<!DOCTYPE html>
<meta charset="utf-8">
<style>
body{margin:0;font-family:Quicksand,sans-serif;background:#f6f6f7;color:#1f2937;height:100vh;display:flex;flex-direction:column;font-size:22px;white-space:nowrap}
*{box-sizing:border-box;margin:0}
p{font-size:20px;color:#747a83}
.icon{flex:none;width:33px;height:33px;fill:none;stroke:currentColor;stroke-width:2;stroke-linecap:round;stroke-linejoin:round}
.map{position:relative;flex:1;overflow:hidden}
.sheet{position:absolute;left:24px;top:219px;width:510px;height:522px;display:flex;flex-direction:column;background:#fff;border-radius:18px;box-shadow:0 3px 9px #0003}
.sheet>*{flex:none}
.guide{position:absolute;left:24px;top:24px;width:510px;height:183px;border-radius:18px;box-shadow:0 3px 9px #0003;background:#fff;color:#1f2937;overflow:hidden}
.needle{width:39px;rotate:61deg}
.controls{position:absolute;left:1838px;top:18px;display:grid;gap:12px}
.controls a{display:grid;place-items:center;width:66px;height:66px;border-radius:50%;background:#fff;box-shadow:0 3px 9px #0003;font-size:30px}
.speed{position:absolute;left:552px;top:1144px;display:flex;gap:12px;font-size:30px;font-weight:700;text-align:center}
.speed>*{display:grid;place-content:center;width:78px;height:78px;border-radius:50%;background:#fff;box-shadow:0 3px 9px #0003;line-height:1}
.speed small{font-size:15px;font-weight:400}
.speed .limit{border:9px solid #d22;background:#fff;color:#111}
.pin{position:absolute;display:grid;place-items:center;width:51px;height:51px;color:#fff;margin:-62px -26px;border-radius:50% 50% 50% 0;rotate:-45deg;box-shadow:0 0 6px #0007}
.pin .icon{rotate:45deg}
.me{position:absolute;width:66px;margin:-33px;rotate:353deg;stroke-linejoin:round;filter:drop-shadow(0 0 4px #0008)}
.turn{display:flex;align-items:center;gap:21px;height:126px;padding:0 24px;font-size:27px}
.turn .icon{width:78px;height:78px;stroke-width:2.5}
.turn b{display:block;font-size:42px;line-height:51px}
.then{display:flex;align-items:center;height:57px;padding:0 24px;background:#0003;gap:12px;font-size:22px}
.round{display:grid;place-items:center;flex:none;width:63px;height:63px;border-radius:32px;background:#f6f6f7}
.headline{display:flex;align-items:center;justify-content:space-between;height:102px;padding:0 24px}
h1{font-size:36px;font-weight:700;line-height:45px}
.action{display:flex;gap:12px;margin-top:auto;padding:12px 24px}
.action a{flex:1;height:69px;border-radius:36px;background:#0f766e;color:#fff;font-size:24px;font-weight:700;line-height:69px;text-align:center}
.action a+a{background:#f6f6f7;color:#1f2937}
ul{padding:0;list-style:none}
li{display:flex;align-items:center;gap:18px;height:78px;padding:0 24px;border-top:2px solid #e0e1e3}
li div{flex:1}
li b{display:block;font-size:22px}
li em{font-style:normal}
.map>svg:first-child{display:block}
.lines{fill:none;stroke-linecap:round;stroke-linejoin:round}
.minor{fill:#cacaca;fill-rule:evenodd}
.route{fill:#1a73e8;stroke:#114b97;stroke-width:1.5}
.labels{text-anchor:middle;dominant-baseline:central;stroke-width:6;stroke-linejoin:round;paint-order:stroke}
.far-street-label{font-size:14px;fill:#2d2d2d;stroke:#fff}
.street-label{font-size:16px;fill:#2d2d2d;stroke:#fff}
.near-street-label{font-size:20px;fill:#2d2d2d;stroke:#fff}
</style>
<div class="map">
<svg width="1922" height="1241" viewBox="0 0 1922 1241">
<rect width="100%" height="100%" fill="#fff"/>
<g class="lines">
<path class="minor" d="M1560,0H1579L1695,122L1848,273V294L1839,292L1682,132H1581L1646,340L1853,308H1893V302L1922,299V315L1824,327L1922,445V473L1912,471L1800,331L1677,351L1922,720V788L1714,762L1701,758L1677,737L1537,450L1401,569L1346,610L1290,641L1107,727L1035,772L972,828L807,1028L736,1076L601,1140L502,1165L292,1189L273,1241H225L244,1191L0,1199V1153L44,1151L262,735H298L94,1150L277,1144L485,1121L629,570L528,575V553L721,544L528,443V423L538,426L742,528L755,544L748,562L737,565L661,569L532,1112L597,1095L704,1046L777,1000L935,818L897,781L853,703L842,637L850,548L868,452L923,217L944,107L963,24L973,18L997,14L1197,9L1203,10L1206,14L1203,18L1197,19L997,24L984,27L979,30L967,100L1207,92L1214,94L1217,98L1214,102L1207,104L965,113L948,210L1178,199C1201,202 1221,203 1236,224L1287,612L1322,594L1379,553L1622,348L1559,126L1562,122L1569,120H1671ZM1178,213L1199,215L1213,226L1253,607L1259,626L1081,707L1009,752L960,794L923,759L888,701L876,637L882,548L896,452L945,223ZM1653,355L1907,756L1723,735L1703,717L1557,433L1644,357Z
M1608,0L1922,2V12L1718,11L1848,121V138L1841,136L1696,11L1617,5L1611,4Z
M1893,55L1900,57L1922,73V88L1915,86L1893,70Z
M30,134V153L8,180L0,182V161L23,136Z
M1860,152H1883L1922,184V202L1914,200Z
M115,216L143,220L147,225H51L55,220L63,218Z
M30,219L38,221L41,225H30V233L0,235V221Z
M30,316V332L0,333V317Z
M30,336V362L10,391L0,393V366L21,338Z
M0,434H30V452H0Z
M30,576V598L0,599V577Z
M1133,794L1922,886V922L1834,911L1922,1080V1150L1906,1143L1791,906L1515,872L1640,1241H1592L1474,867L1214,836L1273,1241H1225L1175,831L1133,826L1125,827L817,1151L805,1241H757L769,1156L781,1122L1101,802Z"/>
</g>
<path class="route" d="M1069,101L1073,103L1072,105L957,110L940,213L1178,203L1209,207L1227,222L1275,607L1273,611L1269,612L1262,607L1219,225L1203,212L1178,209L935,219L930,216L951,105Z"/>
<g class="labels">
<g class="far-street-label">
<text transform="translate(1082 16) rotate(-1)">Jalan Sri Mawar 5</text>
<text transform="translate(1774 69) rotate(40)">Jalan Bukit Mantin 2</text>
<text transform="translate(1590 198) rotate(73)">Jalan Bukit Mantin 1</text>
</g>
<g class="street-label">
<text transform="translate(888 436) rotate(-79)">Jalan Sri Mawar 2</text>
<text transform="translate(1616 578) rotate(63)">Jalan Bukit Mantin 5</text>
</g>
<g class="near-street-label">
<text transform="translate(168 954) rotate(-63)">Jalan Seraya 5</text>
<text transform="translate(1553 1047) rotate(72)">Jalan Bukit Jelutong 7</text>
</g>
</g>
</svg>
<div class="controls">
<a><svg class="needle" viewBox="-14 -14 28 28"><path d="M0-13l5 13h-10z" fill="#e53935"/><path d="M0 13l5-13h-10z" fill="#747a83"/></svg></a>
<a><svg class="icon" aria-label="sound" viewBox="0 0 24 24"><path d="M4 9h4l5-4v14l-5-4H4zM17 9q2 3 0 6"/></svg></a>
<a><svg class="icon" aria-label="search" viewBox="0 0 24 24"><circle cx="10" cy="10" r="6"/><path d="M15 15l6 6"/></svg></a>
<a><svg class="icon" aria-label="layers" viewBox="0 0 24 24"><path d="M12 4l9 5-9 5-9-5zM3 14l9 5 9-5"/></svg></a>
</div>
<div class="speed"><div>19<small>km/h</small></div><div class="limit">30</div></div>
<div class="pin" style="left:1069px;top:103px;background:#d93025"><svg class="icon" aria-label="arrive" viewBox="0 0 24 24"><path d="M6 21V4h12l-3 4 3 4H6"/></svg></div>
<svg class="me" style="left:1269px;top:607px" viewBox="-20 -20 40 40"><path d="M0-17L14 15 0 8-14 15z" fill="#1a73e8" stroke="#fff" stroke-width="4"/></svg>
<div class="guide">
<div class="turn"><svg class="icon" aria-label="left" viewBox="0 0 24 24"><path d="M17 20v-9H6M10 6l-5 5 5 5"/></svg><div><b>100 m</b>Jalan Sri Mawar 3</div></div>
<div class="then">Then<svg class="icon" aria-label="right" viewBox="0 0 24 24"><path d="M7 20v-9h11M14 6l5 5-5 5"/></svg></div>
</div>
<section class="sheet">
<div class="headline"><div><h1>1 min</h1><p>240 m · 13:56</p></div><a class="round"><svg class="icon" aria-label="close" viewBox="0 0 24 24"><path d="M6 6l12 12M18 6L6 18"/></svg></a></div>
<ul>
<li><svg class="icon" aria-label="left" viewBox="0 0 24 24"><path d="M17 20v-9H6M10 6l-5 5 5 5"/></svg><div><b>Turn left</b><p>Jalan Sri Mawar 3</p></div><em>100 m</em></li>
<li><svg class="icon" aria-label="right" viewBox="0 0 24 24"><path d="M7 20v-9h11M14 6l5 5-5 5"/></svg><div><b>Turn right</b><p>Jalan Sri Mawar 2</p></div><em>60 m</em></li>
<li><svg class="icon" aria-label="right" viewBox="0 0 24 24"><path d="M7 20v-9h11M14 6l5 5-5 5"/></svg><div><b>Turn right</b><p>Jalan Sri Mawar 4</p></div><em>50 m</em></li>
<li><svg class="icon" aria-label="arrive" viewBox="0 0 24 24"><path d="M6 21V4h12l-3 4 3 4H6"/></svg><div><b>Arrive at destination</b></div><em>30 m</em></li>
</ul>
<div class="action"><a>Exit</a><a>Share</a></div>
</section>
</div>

*Exercise brief*. Your answer should consist of the lines above that hold the word "overflow".

*Answer below*.
.map{position:relative;flex:1;overflow:hidden}
.guide{position:absolute;left:24px;top:24px;width:510px;height:183px;border-radius:18px;box-shadow:0 3px 9px #0003;background:#fff;color:#1f2937;overflow:hidden}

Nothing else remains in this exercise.